For centuries now, women in the United Kingdom have fought a long battle for equality. For example, in 1870, married women were given the right to own property. In 1928 women were given the right to vote alongside men. In 1975 an act was passed to rule against sexual discrimination in education or in the work place. Over the years, women in Britain have gained more and more rights, leading them to, approximate, equality. As much as feminism may start sounding like a cliché to us today, fighting for women’s rights years ago is what built this country as we know it. Likewise, in most other nations, these laws have also been introduced over the years. However, when looking at feminism outside the western world, it is not political or procedural factors that we must focus on, but instead different factors that are not as prominent in the western world—factors such as sexual harassment, or restrictive and binding gender roles. Therefore, western feminists cannot expect the feminist movement to work the same way in different countries, but must instead allow for different cultural and traditional issues.

One of the biggest problems facing women in the Middle East is their constant vulnerability to sexual harassment. This vulnerability often has very little to do with what the woman is wearing or doing, but rather occurs because of a subconscious, and obviously incorrect, assumption by the men that they must assert their manhood by patronising and humiliating women. The trivial act of riding a public bus alone may easily become a dangerous trek. Sexual harassment has spread beyond the idea of a touch or a word, but has evolved into different tricks and manipulations by the predators to do all that they can to get their hands on women. As important as it is to focus on equality in the western world, feminists must start focusing their attention on the nations that lack the fundamentals of women’s rights in the first place.

Even worse, this fear of sexual harassment is part of a vicious circle; society generally puts women in very strict gender roles, which in turn leads other men to think that they have the power to hurt and oppress women. It is a common belief in certain cultures and religions that a woman must be married by a certain age, after which she is “spoiled goods.” More importantly, she must be a virgin at the time of marriage—any doubt of this fact could lead to great shame and embarrassment for not only her, but her family as well. At first glance, these roles seem far too deep-rooted and cultural to be changed by a wave of feminism. However, as time progresses, there has been more leeway in these roles. These traditions, as old as they are, are not set in stone; more and more women have started finding their worth in advancing in their careers or in doing what they love, rather than in starting a family. Therefore, feminists from all corners of the globe must not give up on fighting for women’s rights in the Middle East, no matter how ancient these maxims are.

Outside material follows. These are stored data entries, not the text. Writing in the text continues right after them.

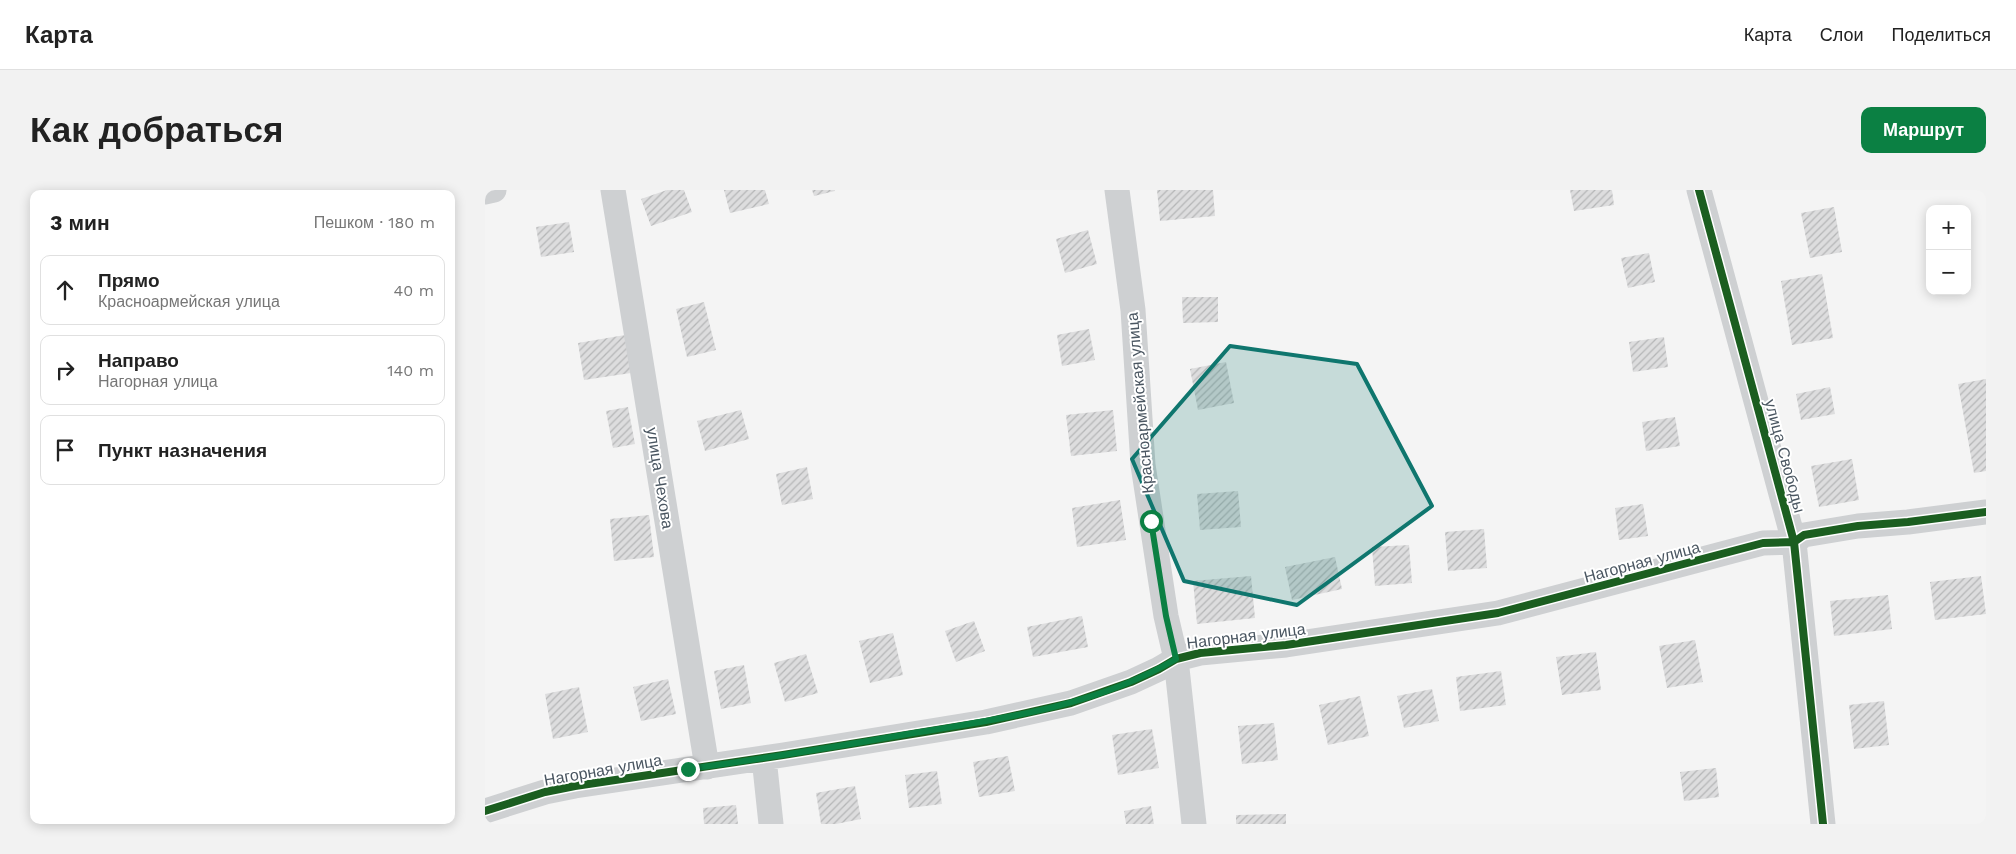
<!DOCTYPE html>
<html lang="ru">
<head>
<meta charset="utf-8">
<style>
	:root { --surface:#fff; --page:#f2f2f2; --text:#222; --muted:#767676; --line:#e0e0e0; --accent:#0b8043 }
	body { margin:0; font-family:"Work Sans",sans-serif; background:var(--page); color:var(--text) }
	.controls { position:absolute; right:15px; top:15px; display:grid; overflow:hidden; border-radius:10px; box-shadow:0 2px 12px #0003 }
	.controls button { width:45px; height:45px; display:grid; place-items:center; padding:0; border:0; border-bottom:1px solid var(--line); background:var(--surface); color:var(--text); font:25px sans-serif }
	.stop { position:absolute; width:15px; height:15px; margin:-11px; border:4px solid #0b8043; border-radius:50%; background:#fff }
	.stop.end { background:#0b8043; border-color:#fff; box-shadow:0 1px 5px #0008 }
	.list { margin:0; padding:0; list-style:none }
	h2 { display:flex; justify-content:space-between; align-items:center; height:65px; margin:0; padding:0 20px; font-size:21px }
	h2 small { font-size:16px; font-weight:400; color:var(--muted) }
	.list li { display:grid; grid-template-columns:32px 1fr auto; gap:15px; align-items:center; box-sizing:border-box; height:70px; margin:0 10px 10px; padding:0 10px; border:1px solid var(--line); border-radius:10px }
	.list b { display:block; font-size:19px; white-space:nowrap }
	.list p { margin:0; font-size:16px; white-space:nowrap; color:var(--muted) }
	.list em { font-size:16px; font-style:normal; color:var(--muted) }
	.icon { flex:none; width:28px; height:28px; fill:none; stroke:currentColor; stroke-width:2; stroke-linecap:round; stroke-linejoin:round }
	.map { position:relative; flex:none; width:1501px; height:634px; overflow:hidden; border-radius:10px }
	header { display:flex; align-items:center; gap:30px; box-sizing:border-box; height:70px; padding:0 25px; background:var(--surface); border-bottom:1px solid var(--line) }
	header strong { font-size:24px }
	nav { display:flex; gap:28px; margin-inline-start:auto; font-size:18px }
	.intro { display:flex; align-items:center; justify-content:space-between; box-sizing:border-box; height:120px; padding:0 30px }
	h1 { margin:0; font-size:35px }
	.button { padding:12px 22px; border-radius:10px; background:var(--accent); color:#fff; font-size:18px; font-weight:700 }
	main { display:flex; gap:30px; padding:0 30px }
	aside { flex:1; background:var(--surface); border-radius:10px; box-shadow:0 2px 12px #0003 }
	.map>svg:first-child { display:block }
	.building { fill:url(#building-hatch) }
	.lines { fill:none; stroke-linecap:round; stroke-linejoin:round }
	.minor { stroke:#ced0d2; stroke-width:25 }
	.cycleway-casing { stroke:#fff; stroke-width:11 }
	.cycleway { stroke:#1b5e20; stroke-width:8 }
	.route { stroke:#0b8043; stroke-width:6 }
	.marked { fill:#0f766e; fill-opacity:0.2; stroke:#0f766e; stroke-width:4; stroke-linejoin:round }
	.labels { text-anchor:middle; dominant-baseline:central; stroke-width:4; stroke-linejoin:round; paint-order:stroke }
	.street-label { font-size:16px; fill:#4a5661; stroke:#fff }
</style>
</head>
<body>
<header>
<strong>Карта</strong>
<nav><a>Карта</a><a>Слои</a><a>Поделиться</a></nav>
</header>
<div class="intro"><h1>Как добраться</h1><a class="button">Маршрут</a></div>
<main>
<aside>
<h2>3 мин<small>Пешком · 180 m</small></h2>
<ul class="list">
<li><svg class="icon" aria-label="ahead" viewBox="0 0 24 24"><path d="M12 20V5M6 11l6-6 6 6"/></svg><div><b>Прямо</b><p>Красноармейская улица</p></div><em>40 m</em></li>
<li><svg class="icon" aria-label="right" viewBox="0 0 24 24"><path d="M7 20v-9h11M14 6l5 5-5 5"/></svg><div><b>Направо</b><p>Нагорная улица</p></div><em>140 m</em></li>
<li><svg class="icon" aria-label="arrive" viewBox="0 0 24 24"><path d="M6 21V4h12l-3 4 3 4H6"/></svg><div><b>Пункт назначения</b></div></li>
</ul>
</aside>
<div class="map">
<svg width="1501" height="634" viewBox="0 0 1501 634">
	<defs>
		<pattern id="building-hatch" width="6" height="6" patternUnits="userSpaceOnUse" patternTransform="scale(1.25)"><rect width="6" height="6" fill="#ddddde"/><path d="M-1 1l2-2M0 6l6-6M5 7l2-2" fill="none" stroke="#b5b6b7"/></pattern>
	</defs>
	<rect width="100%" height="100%" fill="#f4f4f4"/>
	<!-- building -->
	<path class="building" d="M182 0H199L207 22 166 36 156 9Z
		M239 0H280L284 14 245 23Z
		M327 0H350V1L329 6Z
		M672 0H728L730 26 675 31Z
		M1085 0H1127L1129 15 1089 21Z
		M1349 17 1357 62 1325 68 1316 23Z
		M84 32 89 62 56 67 51 37Z
		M603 40 612 74 580 83 571 49Z
		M1164 63 1170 92 1143 98 1136 68Z
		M1337 84 1348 148 1307 155 1296 91Z
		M697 107H733V132L698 133Z
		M219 112 231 160 202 167 191 119Z
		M604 139 610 170 577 176 572 145Z
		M140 145 146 183 99 190 93 153Z
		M1179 147 1183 177 1148 182 1144 152Z
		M741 172 749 213 713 220 705 179Z
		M1501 189V281L1489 283 1473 194Z
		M1345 197 1350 224 1316 230 1311 204Z
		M143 217 150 254 128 258 121 221Z
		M256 220 264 249 220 261 212 231Z
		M628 220 632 261 586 266 581 225Z
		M1190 227 1195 256 1161 261 1157 232Z
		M1367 269 1374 310 1334 317 1326 276Z
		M322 277 328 309 297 315 291 284Z
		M753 301 756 337 715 340 712 304Z
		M635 310 641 350 592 357 587 318Z
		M1158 314 1163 346 1134 350 1130 318Z
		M164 325 169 367 129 371 125 329Z
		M999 339 1002 378 963 381 960 342Z
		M924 355 927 393 890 396 887 357Z
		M850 367 857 399 807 410 800 377Z
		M766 386 770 428 712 434 708 391Z
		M1496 386 1501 424 1450 430 1445 392Z
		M1403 405 1407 439 1349 446 1345 411Z
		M597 426 603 457 548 467 542 437Z
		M489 431 500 461 471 472 460 441Z
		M408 443 418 485 385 493 374 451Z
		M1210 450 1218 492 1182 498 1174 456Z
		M1111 462 1116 500 1077 505 1071 467Z
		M321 464 333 503 300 512 289 473Z
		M259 475 266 513 236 519 229 481Z
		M1016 481 1021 515 975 521 971 487Z
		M183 489 191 524 156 531 148 497Z
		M94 497 103 542 68 549 60 504Z
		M947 499 954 531 919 538 912 506Z
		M875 506 884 546 843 555 834 515Z
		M1399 511 1404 555 1369 559 1364 515Z
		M789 533 793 570 757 574 753 536Z
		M667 539 674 578 633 585 627 545Z
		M523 566 530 601 494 607 488 572Z
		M1231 578 1234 607 1199 611 1195 582Z
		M452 581 457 614 424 618 420 585Z
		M370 596 376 629 351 634H336L331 603Z
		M251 615 253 634H219L218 618Z
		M666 616 669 634H641L639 621Z
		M801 624V634H751V625Z"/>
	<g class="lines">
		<!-- minor -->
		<path class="minor" d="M128 0 222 577
			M632 0 648 120 658 275 681 426 691 469 709 634
			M1214 0 1309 352 1338 634
			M0 2 9 0
			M279 568 286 634
			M0 621 60 602 90 596 298 565 501 532 586 513 646 492 674 479 691 469 715 463 801 455 1013 423 1278 353 1309 352 1319 345 1373 336 1423 332 1501 322"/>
		<!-- cycleway casing -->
		<g class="cycleway-casing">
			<path id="cycleway" d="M1214 0 1309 352 1338 634
				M0 621 60 602 90 596 298 565 501 532 586 513 646 492 674 479 691 469 715 463 801 455 1013 423 1278 353 1309 352 1319 345 1373 336 1423 332 1501 322"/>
		</g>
		<!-- cycleway -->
		<use href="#cycleway" class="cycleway"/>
	</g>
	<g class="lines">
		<!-- route -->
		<path class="route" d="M203 579C276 569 350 557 423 544 514 529 610 517 691 469L681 426 666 331"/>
	</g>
	<!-- marked area -->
	<path class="marked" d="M745 156 872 174 947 316 812 415 699 391 647 269Z"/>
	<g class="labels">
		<!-- street labels -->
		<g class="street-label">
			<text transform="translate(655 213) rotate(-95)">Красноармейская улица</text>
			<text transform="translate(1300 266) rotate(75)">улица Свободы</text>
			<text transform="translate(175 288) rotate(81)">улица Чехова</text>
			<text transform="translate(1157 372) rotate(-15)">Нагорная улица</text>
			<text transform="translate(761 446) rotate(-7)">Нагорная улица</text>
			<text transform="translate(118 580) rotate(-10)">Нагорная улица</text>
		</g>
	</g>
</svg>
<div class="controls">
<button>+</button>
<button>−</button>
</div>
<div class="stop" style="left:666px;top:331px"></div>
<div class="stop end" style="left:203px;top:579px"></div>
</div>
</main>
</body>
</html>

There has been, however, another invisible and unnecessary barrier created when it comes to spreading feminism to nations outside of the western world. The stereotype of a Middle Eastern woman is that she is oppressed and is forced to dress in a certain way. Therefore, some may believe that women need to be “freed” from this way of dressing before they can fight for any other rights. This is a great oxymoron, since women in the Middle East, for the most part, choose to dress this way, as any other woman may choose to dress in different clothing. This generalised view limits how much feminism can achieve outside of the western world, since it sheds light on the wrong aspect of the every day life of a Middle Eastern woman.

Feminism has led to great things in many nations around the world. However, in order to reach its full potential, people must realise that there is more to feminism than finding equality just in procedures and systems. Instead, this movement must be applied to different areas in different ways in order to fit different cultures and traditions—cultures and traditions that can, no matter how ancient, change for the better, with time.